It’s a long-established part of the dining experience, ignoring how those dishes adorning our tables have been precisely seared and fried by culinary artists. The anonymity of a kitchen’s team is usually overlooked, so much so that the phrase ‘out of sight, out of mind’ seems appropriate. The relationship between front and back of house is only apparent to those in the thick of any given service and diners rarely spare a thought to the brigade manning the engine room of a restaurant. However the Flank kitchen rarely suffers this glib disregard, as it nestles inside The Royal Sovereign on Preston Street.

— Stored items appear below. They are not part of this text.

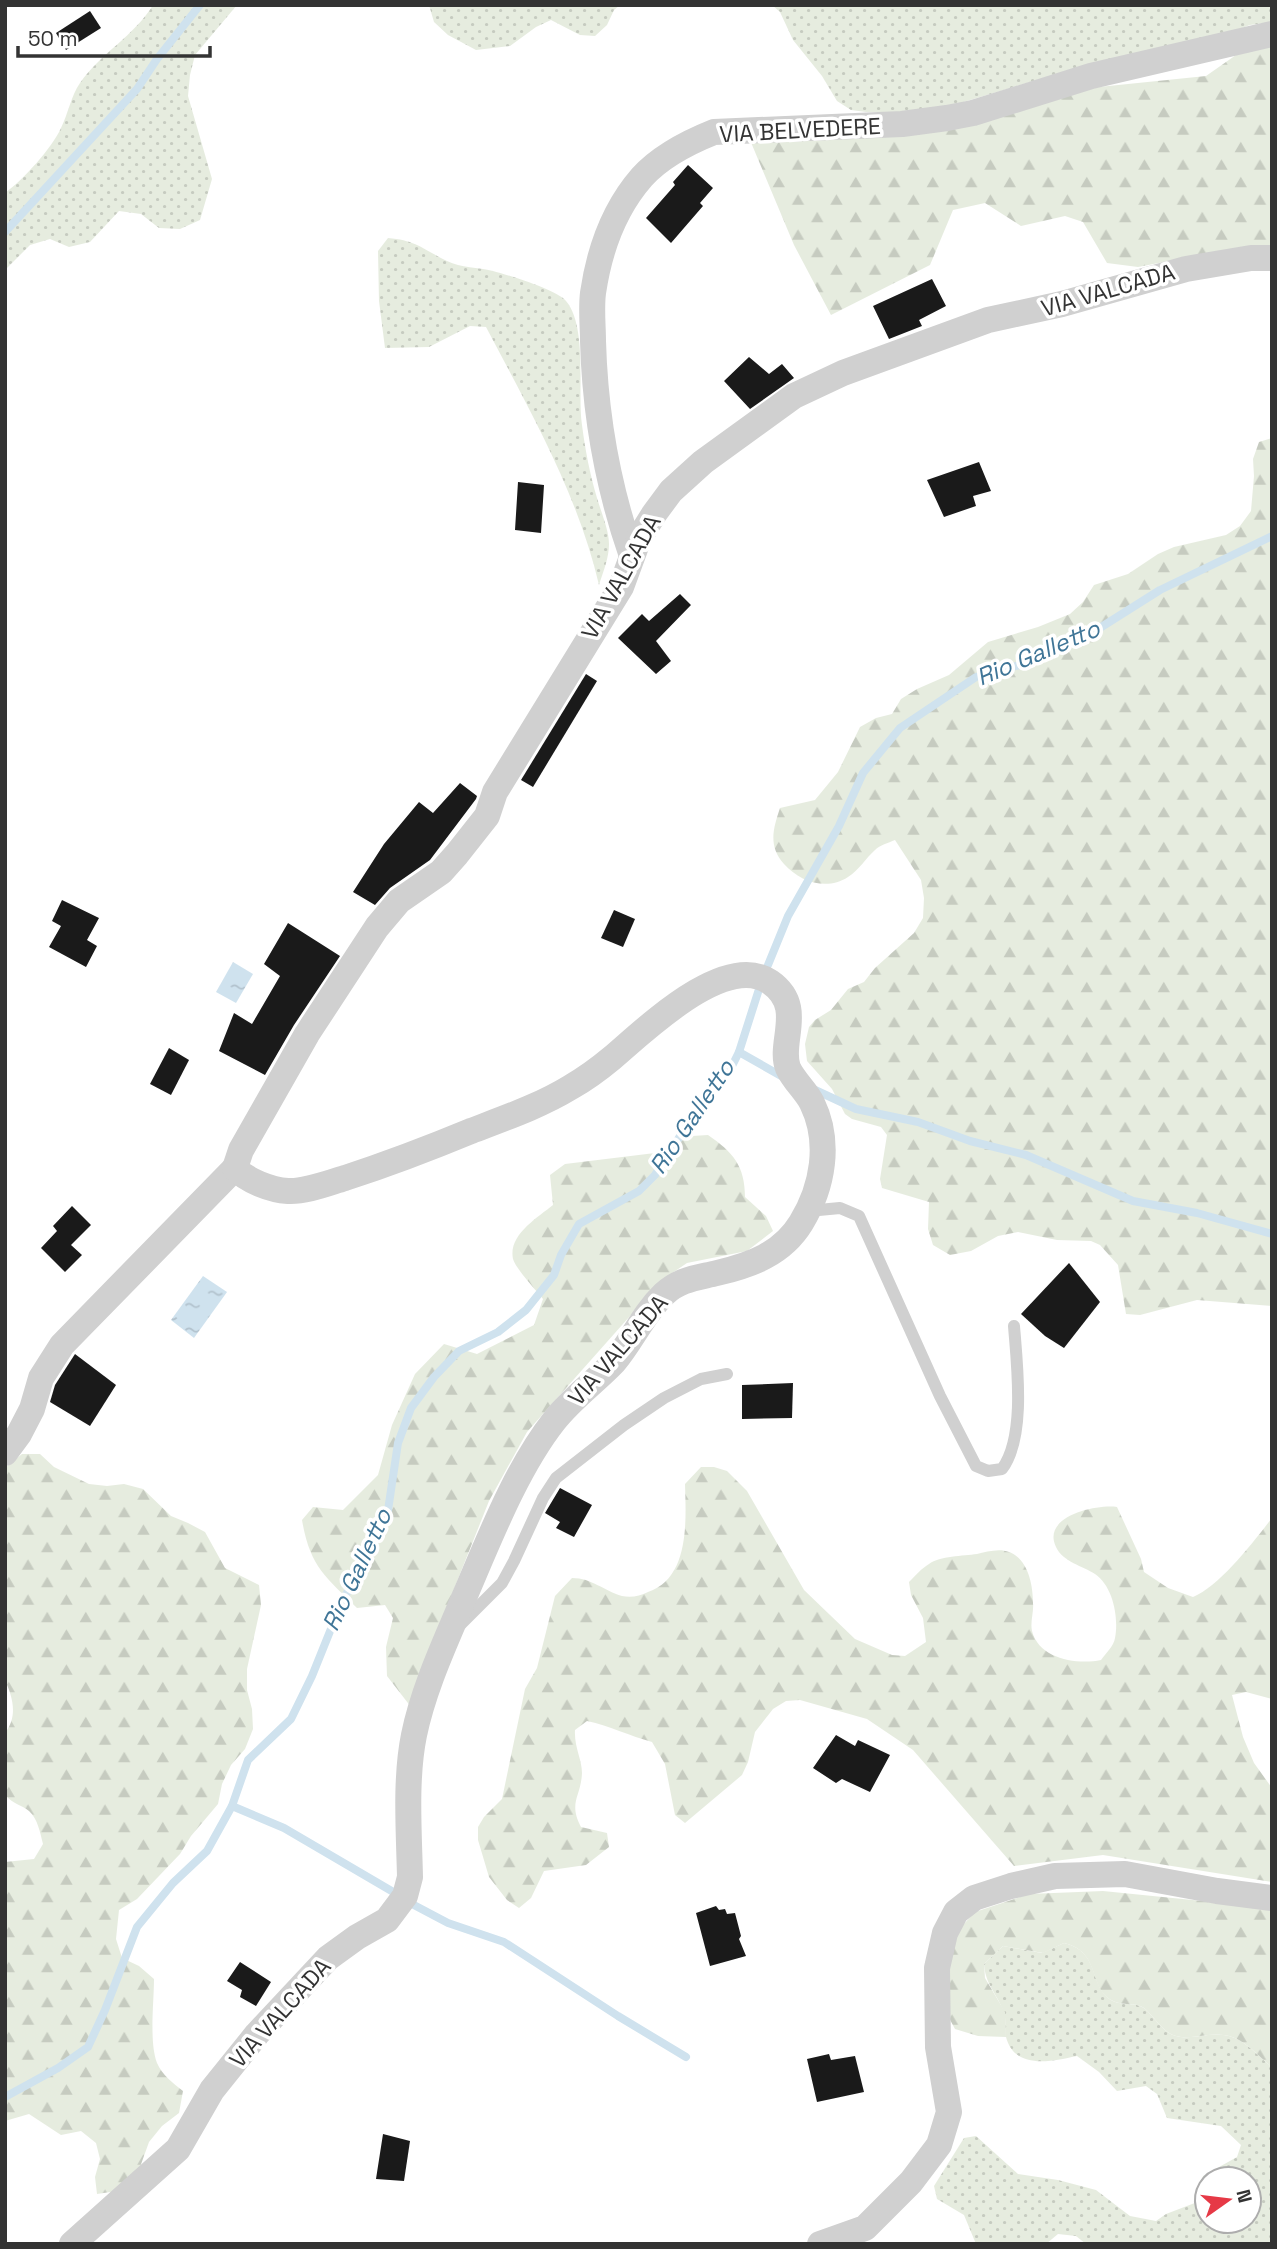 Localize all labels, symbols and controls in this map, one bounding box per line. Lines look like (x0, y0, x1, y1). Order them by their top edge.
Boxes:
scale bar (18, 14, 210, 58)
text: 50 m (28, 25, 78, 52)
street label: VIA BELVEDERE (718, 111, 882, 149)
street label: VIA VALCADA (1038, 257, 1178, 323)
street label: VIA VALCADA (574, 509, 668, 645)
water label: Rio Galletto (971, 612, 1105, 692)
water label: Rio Galletto (642, 1053, 742, 1180)
street label: VIA VALCADA (561, 1288, 675, 1412)
water label: Rio Galletto (315, 1503, 399, 1636)
street label: VIA VALCADA (223, 1952, 337, 2074)
north arrow (1193, 2165, 1263, 2235)
text: N (1230, 2187, 1258, 2205) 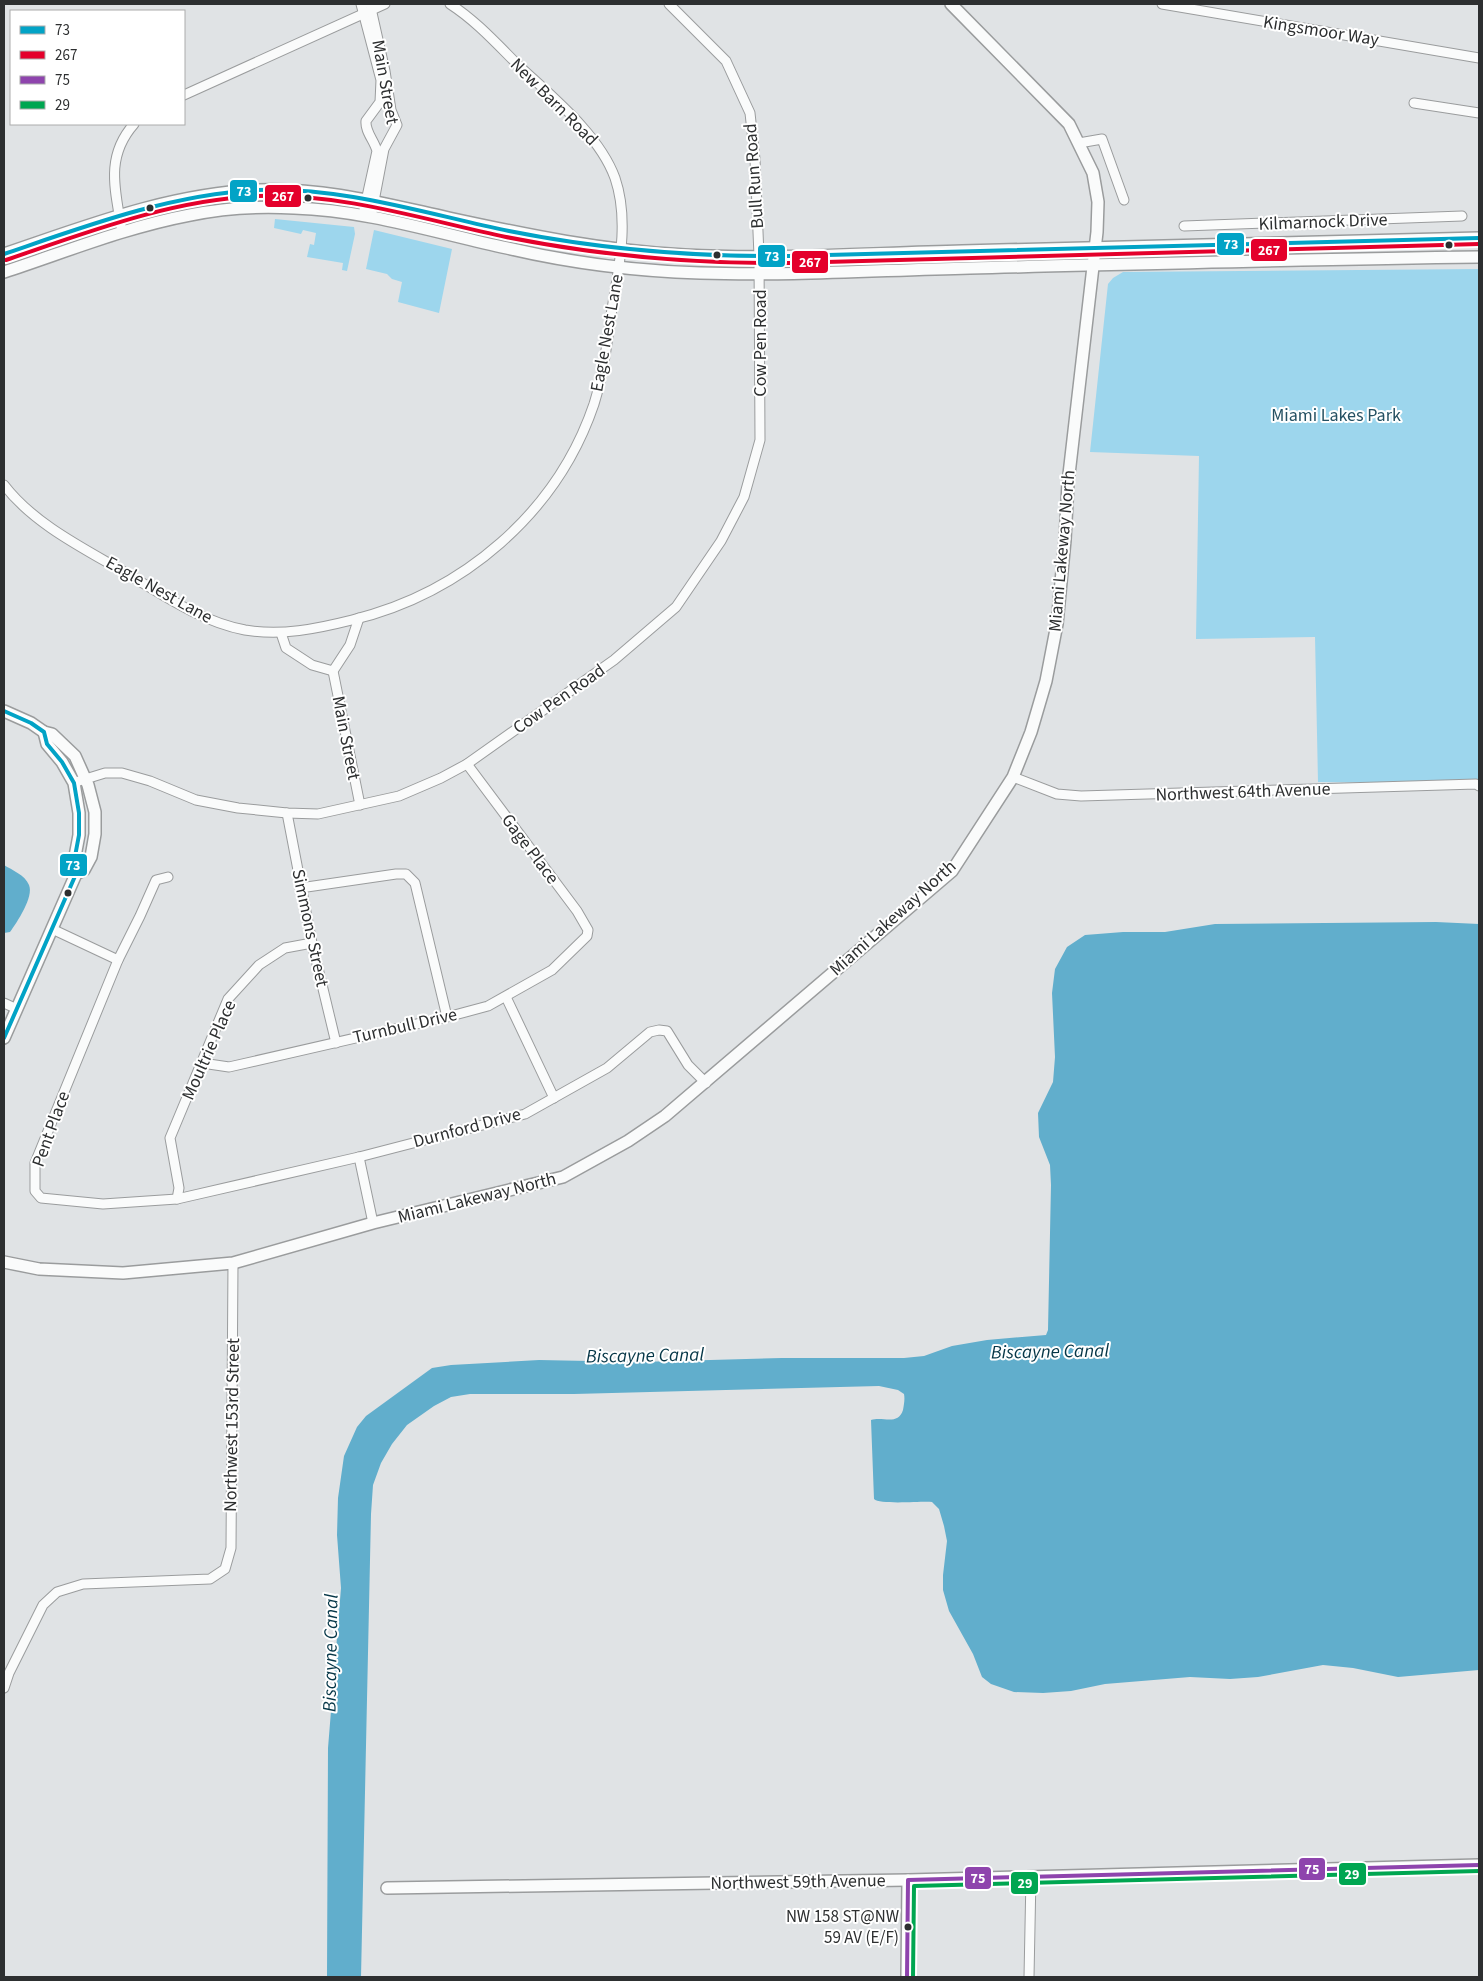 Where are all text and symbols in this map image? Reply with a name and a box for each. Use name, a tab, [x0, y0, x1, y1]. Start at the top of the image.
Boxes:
legend	[10, 10, 185, 125]
street label: Kingsmoor Way	[1261, 10, 1381, 53]
text: 73	[55, 20, 70, 41]
street label: Main Street	[365, 38, 405, 126]
text: 267	[55, 45, 77, 66]
street label: New Barn Road	[504, 52, 604, 152]
text: 75	[55, 70, 70, 91]
text: 29	[55, 95, 70, 116]
street label: Bull Run Road	[738, 123, 770, 229]
line badge: 73	[229, 179, 258, 203]
text: 73	[237, 182, 251, 202]
line badge: 267	[264, 184, 302, 208]
text: 267	[272, 187, 294, 207]
unlabelled marker	[303, 193, 313, 203]
unlabelled marker	[145, 203, 155, 213]
street label: Kilmarnock Drive	[1258, 207, 1388, 237]
line badge: 73	[1216, 232, 1245, 256]
text: 73	[1224, 235, 1238, 255]
line badge: 267	[1250, 238, 1288, 262]
unlabelled marker	[1444, 240, 1454, 250]
text: 267	[1258, 241, 1280, 261]
line badge: 73	[757, 244, 786, 268]
text: 73	[765, 247, 779, 267]
unlabelled marker	[712, 250, 722, 260]
line badge: 267	[791, 250, 829, 274]
text: 267	[799, 253, 821, 273]
street label: Eagle Nest Lane	[584, 272, 630, 394]
street label: Cow Pen Road	[748, 289, 773, 397]
park label: Miami Lakes Park	[1271, 403, 1401, 428]
street label: Miami Lakeway North	[1042, 469, 1082, 633]
street label: Eagle Nest Lane	[101, 550, 217, 630]
street label: Cow Pen Road	[508, 658, 610, 740]
street label: Main Street	[326, 694, 366, 782]
street label: Northwest 64th Avenue	[1155, 776, 1331, 808]
street label: Gage Place	[495, 809, 565, 889]
line badge: 73	[59, 853, 88, 877]
street label: Miami Lakeway North	[824, 854, 962, 982]
text: 73	[66, 856, 80, 876]
street label: Simmons Street	[285, 867, 335, 989]
unlabelled marker	[63, 888, 73, 898]
street label: Moultrie Place	[176, 996, 242, 1104]
street label: Turnbull Drive	[350, 1002, 460, 1050]
street label: Pent Place	[26, 1088, 76, 1170]
street label: Durnford Drive	[410, 1102, 524, 1154]
street label: Miami Lakeway North	[395, 1166, 559, 1230]
water label: Biscayne Canal	[991, 1337, 1110, 1367]
street label: Northwest 153rd Street	[218, 1338, 246, 1512]
water label: Biscayne Canal	[586, 1341, 705, 1371]
water label: Biscayne Canal	[316, 1593, 346, 1712]
line badge: 75	[1298, 1857, 1326, 1881]
text: 75	[1305, 1860, 1319, 1880]
line badge: 29	[1338, 1862, 1367, 1886]
text: 29	[1345, 1865, 1359, 1885]
line badge: 75	[964, 1866, 992, 1890]
street label: Northwest 59th Avenue	[710, 1868, 886, 1896]
text: 75	[971, 1869, 985, 1889]
line badge: 29	[1010, 1871, 1039, 1895]
text: 29	[1018, 1874, 1032, 1894]
place label: NW 158 ST@NW 59 AV (E/F)	[786, 1905, 899, 1950]
marker: NW 158 ST@NW 59 AV (E/F)	[903, 1922, 913, 1932]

Fighting through typically rubbish autumnal drizzle, a colleague and I venture into the pub. The name ‘Flank’; for this kitchen alerts us that we’ll be fighting meat sweats at some point soon. We’re greeted by head chef Tom Griffiths, who cut his teeth in some of the best public and private eateries in Brighton. Serving up our first dish to taste, we’re waited on by Tom himself. This personal touch allows for each component to be described in detail, so we know exactly how our food is put together. Beginning with a whole barbecued quail, we share this dish and enjoy the tender and moist preparation of the game. Served up with crunchy crushed almonds, the contrast of these textures is accentuated by a soft mayonnaise. From our first dish it’s clear to see the kitchen has honed the meaning of seasonal, the colours echoing the falling leaves littering the street outside.
We’re treated to what’s listed on the menu as ‘Pickles & cured (various vegetables)’ which to me sounds quite exciting. Normally more into my greens, I’m pleasantly surprised by the arrival of baby carrots looking as succulent as I’ve ever seen them. At just £2 it’s a fantastic starting plate to warm up to the main event. The vegetables are pickled for a whole two months and served on a small bed of thyme to really bring out the flavour. On the side is a dark green dip that Tom explains to be nettle and pickle juice. Being ever so slightly concerned that I might not like the nettle element, I tentatively try just a drop. To my surprise, it tastes fantastic.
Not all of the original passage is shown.